Task objective:
Below are records; how many of their lines hold the string "function"? Reply with nothing but the number.

Records to use:
══════════

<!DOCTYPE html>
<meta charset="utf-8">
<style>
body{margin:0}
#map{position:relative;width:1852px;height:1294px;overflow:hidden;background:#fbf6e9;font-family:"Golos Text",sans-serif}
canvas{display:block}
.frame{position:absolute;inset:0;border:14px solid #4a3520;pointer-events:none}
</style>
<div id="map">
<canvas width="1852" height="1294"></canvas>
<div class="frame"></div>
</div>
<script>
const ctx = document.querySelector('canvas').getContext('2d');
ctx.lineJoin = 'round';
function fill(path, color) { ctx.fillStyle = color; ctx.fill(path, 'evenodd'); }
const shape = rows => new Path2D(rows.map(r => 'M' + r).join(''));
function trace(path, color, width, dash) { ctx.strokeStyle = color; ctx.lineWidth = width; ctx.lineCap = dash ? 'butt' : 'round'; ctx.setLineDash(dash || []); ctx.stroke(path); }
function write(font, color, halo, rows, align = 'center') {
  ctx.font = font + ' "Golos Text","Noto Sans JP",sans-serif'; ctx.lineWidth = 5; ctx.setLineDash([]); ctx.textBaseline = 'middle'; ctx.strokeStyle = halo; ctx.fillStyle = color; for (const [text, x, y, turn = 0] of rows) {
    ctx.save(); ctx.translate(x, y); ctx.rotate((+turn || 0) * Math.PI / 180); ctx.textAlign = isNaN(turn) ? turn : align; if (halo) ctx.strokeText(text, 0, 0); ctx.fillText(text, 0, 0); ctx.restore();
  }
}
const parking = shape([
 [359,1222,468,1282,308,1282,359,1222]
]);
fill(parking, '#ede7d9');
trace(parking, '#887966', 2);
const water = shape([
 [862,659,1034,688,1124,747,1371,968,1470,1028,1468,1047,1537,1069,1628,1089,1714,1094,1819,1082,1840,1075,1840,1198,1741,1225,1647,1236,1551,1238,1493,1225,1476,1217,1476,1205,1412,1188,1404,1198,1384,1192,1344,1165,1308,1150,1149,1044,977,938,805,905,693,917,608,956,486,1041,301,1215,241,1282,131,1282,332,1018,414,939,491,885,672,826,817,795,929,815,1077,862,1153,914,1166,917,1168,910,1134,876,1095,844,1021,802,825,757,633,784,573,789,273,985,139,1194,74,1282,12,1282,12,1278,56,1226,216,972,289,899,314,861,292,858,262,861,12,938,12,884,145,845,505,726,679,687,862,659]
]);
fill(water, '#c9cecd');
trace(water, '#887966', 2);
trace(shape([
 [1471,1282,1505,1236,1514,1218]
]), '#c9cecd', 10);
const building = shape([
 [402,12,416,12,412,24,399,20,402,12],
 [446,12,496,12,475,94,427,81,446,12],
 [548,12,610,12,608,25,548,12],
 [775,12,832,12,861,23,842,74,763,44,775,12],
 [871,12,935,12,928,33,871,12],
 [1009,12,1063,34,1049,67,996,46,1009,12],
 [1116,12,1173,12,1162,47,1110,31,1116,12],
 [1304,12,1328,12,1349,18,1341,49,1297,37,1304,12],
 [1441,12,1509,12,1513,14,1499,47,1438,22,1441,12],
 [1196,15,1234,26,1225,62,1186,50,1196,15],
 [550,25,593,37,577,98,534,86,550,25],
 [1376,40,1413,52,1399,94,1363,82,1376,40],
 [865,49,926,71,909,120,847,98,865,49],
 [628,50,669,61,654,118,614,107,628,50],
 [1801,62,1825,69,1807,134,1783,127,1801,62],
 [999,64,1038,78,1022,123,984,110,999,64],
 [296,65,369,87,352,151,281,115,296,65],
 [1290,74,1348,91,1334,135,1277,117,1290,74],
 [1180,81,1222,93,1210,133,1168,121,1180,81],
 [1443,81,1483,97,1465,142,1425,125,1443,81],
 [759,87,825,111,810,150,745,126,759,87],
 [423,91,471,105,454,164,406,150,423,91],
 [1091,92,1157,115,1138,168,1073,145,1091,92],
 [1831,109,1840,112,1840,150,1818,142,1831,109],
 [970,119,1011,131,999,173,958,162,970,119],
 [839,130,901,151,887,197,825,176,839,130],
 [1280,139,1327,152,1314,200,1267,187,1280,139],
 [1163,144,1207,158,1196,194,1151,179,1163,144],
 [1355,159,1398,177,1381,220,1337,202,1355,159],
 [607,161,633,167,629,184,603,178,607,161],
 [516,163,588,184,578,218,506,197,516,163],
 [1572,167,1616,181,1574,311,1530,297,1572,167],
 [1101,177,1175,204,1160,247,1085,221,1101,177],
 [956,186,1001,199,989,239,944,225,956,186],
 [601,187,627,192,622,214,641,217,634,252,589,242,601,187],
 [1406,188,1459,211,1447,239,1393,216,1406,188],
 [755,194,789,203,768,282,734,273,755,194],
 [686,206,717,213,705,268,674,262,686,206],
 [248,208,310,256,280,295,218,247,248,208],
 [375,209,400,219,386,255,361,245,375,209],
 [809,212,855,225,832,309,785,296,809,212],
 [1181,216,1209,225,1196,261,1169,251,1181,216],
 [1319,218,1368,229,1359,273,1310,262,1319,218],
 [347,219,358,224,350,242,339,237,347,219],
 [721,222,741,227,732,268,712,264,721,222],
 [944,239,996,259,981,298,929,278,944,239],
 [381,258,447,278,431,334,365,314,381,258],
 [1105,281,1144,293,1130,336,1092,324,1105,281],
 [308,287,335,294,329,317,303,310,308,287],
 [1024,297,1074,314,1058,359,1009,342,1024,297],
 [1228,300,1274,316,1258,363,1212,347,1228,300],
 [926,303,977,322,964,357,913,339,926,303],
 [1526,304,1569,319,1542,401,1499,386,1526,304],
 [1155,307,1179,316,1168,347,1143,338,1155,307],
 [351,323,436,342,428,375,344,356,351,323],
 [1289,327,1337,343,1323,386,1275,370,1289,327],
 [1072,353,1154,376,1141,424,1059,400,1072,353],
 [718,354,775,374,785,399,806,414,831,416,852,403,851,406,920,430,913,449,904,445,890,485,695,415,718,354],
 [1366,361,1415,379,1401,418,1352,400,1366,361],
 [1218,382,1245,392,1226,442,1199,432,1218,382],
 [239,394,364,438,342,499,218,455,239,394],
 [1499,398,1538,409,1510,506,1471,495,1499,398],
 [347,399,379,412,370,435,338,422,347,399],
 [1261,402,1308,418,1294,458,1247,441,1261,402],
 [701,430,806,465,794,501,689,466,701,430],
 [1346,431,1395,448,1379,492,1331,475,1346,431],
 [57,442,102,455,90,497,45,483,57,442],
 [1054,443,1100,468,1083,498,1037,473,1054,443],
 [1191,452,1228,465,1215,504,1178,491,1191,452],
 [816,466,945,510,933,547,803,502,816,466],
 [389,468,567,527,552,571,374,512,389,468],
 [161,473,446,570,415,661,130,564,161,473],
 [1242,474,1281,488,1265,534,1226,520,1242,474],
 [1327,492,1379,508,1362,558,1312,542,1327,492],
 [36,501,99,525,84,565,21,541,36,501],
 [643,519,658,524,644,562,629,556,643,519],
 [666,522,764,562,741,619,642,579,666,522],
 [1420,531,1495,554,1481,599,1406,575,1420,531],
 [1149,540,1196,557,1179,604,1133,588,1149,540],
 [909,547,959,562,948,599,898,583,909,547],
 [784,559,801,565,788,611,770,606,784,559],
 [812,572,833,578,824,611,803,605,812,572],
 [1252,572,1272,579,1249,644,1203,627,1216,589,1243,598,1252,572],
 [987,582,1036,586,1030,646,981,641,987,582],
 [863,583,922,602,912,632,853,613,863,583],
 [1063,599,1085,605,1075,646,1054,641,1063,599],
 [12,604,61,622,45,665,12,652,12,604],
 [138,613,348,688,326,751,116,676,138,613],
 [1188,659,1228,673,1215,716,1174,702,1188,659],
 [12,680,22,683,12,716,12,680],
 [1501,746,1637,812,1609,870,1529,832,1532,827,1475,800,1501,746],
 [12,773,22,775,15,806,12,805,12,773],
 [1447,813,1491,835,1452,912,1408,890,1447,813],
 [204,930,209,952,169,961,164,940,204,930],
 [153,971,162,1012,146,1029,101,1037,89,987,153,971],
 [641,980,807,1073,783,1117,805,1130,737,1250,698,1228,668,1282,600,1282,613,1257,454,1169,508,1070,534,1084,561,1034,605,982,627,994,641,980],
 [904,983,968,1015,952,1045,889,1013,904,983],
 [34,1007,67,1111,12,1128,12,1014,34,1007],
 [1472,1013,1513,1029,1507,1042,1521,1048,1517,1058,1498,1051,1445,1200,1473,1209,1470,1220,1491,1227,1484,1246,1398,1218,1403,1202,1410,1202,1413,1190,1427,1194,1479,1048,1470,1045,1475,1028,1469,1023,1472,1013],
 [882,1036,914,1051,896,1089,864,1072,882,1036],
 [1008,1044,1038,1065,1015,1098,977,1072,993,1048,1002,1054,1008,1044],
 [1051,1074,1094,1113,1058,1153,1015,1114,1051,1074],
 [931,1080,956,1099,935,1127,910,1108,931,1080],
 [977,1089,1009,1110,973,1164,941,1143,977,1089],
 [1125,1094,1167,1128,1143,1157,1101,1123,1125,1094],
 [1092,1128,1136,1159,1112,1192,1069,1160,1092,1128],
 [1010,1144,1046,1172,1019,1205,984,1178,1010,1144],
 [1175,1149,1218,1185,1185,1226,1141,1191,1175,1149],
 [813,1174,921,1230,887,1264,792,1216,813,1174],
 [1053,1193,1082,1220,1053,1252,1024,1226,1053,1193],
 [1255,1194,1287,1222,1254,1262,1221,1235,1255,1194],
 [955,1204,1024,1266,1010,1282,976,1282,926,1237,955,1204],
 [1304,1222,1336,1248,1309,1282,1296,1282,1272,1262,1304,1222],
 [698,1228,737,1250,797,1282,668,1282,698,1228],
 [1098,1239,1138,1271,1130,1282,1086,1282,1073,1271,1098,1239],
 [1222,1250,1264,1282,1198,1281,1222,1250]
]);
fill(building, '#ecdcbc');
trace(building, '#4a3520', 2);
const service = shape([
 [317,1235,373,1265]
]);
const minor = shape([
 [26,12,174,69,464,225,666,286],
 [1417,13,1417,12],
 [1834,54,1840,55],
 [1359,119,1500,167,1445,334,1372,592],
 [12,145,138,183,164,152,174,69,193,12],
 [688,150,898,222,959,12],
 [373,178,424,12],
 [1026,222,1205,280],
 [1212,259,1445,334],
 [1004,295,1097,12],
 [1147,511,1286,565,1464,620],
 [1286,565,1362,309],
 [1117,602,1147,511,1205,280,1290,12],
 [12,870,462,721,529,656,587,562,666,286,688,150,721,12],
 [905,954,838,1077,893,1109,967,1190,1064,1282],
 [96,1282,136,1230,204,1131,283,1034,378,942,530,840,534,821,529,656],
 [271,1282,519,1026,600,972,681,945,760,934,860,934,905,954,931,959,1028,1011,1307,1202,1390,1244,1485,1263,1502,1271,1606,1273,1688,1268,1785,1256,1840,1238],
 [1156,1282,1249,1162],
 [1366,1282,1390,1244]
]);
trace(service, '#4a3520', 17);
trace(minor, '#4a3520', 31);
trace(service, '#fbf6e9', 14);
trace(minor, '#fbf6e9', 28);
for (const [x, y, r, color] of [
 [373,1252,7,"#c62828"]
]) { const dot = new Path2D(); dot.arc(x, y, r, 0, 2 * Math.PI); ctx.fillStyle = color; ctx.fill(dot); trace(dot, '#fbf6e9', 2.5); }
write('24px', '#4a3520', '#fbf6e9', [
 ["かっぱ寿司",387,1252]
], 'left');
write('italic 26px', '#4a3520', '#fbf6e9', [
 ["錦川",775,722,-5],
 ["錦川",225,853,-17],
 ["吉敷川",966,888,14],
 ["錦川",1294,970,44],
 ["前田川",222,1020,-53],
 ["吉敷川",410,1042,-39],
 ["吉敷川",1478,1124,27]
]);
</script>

══════════

Solution to this task:
3